Let $k$ be a field and let $X$ be a smooth separated $k$-variety. Let $T$ be a closed integral subscheme of $X$ of generic point $\eta$. The object of interest here is the local cohomology group $$ H^{q}_{\eta}(\Omega^r_{X/k})\; \text{ for some }\;q,r>0, $$ defined, for example, as colimit over $\eta \in U$ for $U$ open in $X$ of $$ H^q_{\overline{\eta}\cap U}(U, ({\Omega^{r}_{X/k}})_{|U}).$$ Is it true that for $q<codim_{X}(T)$ those groups are $0$ for all $r$? If not, is this true for some special value of $r$ (better, what is the right range of values for $r$)?
A small comment: when one says "local cohomology" then the automatic reaction is to look at duality statements.
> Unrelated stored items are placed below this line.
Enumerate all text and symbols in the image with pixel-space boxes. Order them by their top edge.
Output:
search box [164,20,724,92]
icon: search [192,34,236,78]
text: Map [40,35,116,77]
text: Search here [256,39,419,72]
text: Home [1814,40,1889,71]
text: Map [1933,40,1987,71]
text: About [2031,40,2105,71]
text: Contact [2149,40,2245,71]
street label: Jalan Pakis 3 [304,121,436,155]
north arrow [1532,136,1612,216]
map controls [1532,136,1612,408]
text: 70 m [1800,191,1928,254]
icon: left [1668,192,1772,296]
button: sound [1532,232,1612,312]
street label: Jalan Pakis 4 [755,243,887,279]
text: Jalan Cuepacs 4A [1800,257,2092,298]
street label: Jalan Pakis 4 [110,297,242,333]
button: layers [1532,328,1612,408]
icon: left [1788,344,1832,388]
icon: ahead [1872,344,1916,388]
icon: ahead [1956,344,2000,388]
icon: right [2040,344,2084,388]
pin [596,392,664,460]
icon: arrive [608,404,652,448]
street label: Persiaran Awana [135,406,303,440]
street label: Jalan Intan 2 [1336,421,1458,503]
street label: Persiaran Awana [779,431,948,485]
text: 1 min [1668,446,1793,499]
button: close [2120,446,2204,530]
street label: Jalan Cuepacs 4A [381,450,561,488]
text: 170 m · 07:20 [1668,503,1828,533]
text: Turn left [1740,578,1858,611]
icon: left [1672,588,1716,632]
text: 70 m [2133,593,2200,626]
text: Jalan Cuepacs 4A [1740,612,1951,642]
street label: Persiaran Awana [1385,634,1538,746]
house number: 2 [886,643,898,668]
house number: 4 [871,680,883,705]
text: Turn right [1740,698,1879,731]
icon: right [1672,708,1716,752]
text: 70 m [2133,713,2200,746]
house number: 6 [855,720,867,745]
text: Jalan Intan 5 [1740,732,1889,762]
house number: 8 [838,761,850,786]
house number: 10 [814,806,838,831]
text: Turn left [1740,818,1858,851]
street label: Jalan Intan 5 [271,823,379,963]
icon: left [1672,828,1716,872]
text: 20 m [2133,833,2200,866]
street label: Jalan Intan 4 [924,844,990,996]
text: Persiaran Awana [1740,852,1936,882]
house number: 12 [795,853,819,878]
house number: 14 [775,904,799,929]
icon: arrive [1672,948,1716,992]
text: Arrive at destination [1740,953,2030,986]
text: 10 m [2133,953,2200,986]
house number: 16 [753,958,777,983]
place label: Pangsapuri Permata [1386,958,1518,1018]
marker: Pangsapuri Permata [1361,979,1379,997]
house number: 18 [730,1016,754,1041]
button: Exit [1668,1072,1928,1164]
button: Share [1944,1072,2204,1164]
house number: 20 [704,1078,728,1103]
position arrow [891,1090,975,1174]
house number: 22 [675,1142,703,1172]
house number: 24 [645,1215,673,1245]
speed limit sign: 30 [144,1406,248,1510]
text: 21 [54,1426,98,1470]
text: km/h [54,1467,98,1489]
Well, if $A=\mathcal{O}_{X,\eta}$ with maximal ideal $\mathfrak{m}$, then Grothendieck tells us that $$H^q_{\mathfrak{m}}(\Omega^r_{X/k}) \xrightarrow{\sim} \text{Hom}( \text{Ext}_A^{a-q}(\Omega^r_{X/k, \eta}, A), I)$$ where $I$ is a dualizing module for $A$ and $a=codim_{X}(T)= \dim A$. Since $A$ is local regular, we can use $I= H^a_\mathfrak{m}(A)$.
You almost answered this yourself. Because $\Omega^r_{X/k}$ is locally free , the question is just whether $H^q_\mathfrak m(A)$ is zero for $q = 0, \ldots, \dim(A) - 1$. Since you know about Matlis duality, my guess is you know how to compute $H^q_\mathfrak m(A)$. Good luck.